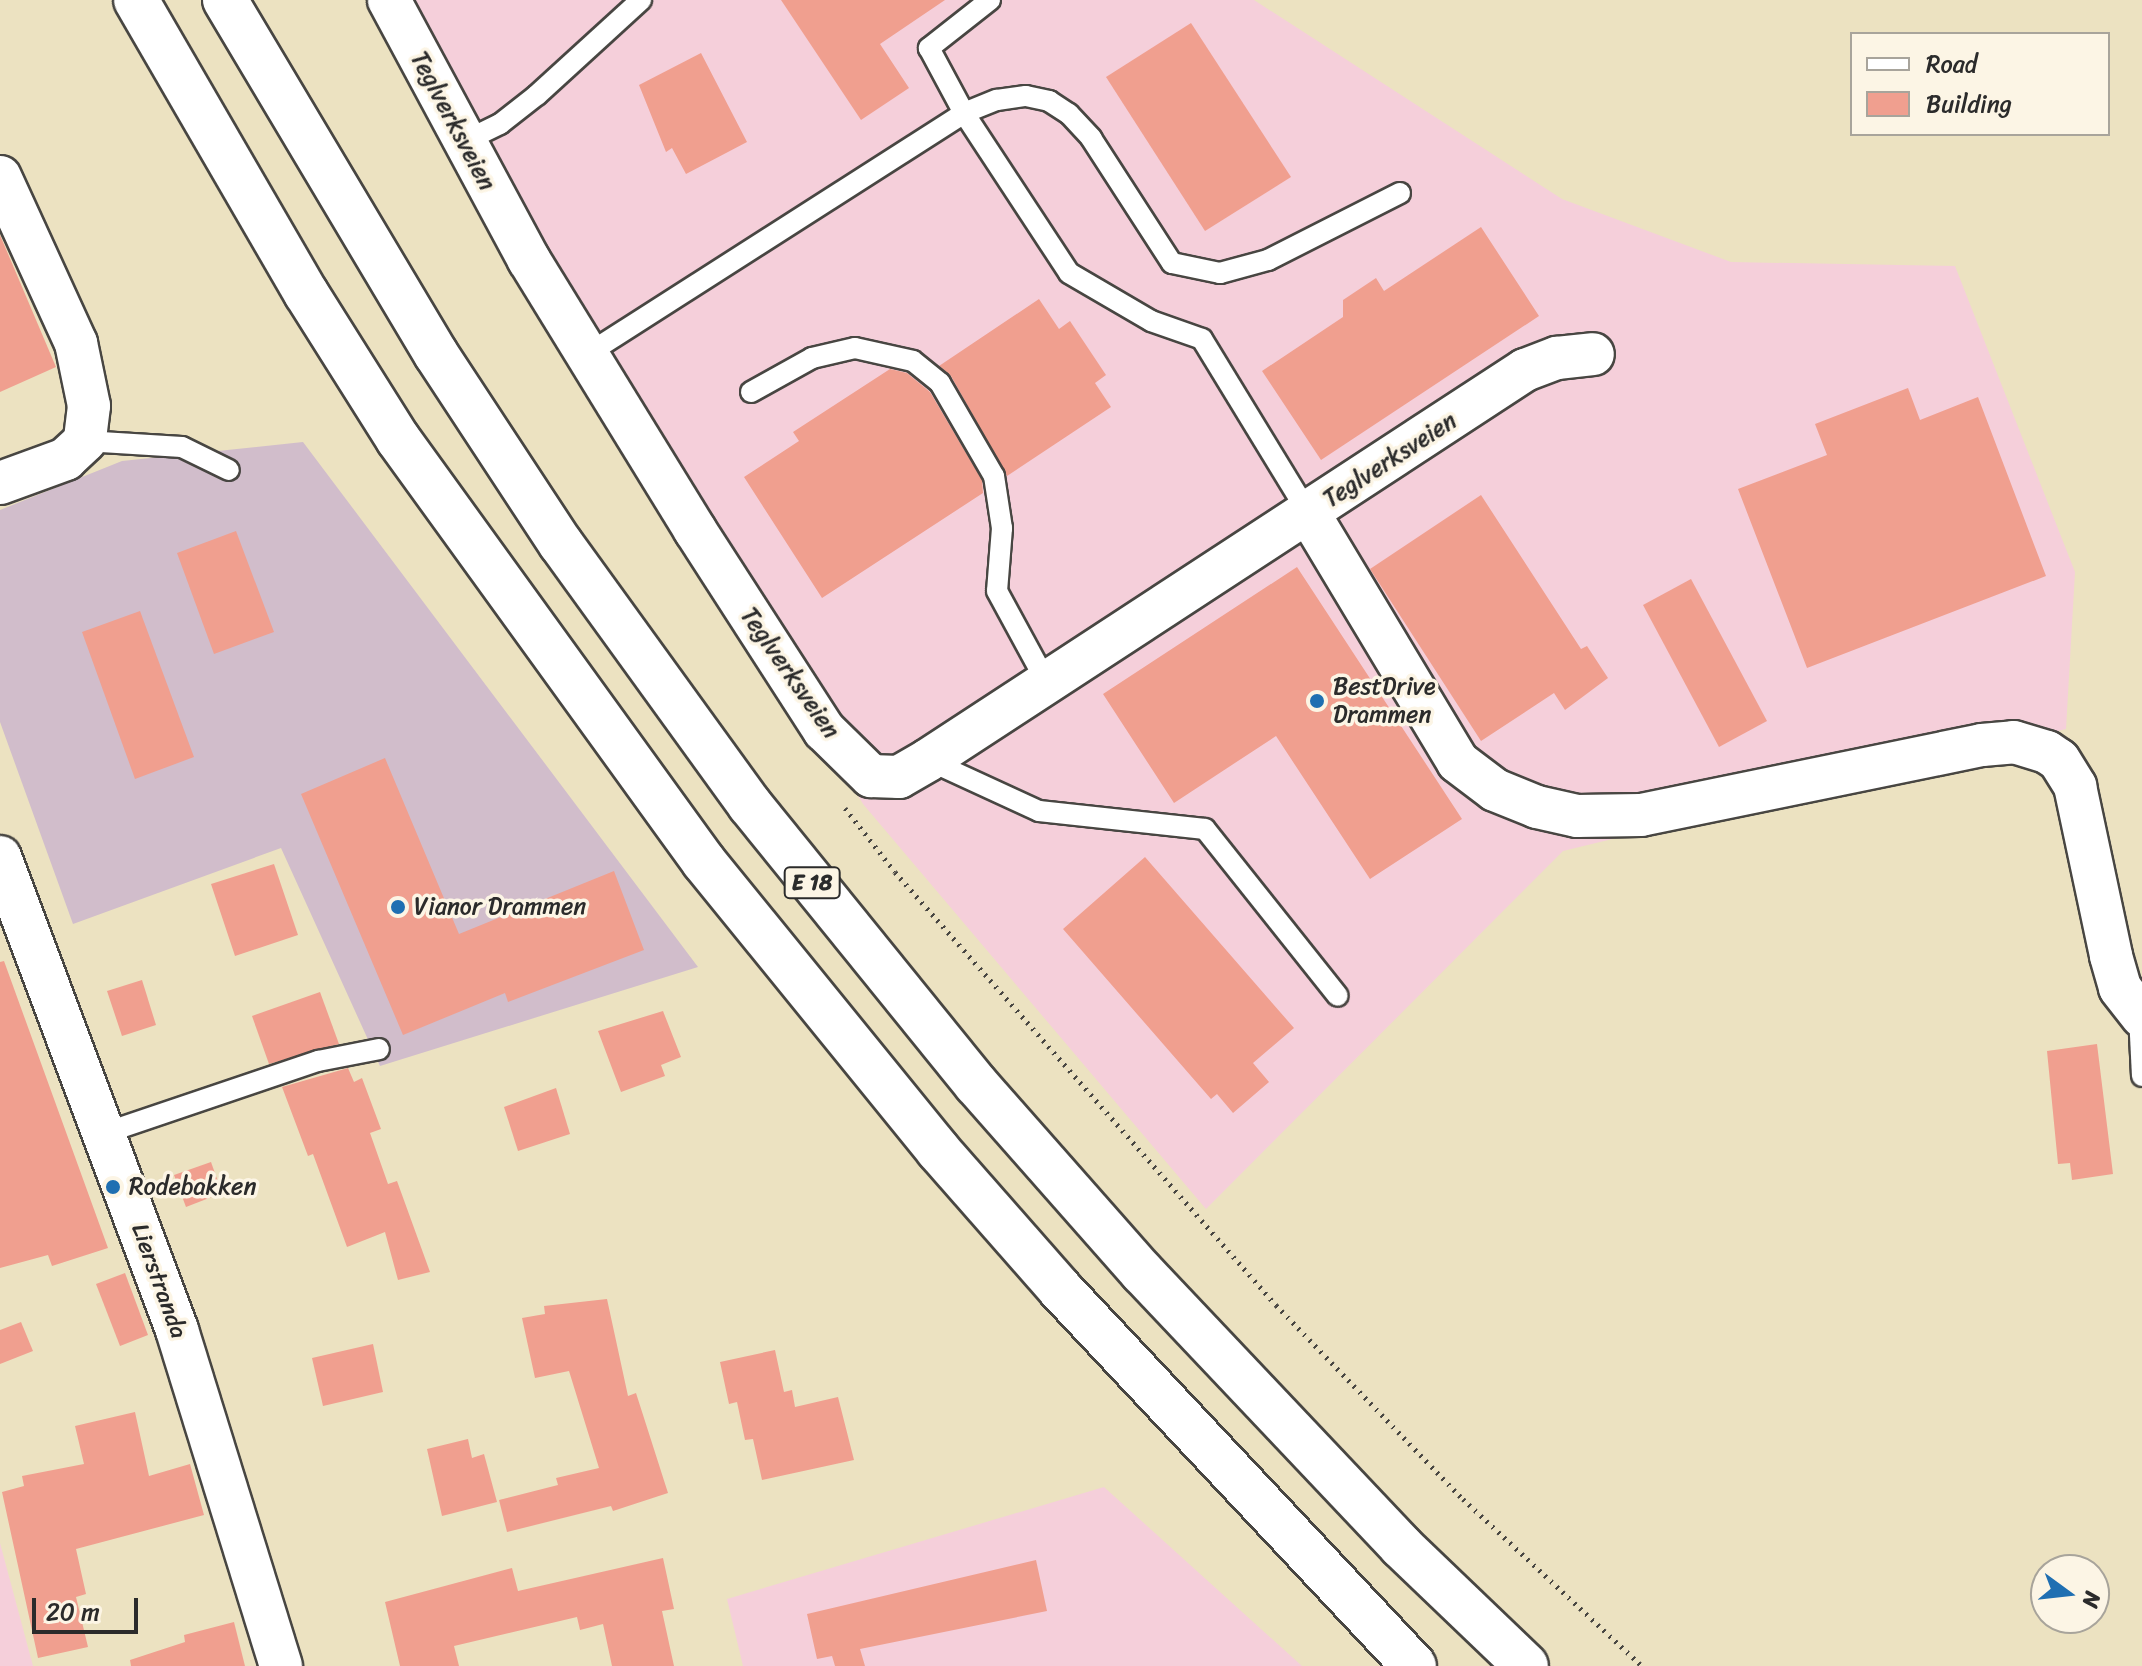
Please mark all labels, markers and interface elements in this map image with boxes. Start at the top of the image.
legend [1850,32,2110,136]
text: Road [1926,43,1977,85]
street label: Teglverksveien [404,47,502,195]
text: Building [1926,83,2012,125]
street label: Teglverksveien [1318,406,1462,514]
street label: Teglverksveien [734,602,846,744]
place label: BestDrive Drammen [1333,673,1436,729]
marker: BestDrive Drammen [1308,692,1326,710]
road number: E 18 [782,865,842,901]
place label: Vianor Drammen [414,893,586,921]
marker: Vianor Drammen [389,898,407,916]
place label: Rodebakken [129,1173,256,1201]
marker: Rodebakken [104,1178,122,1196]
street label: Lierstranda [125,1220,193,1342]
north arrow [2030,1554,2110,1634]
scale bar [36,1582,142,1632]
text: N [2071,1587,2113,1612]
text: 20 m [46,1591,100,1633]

→ **AIM OF THE TASK**
Your reply should be one number: the count of lines above that hold the word "Drammen".

→ **RESPONSE TO THE TASK**
4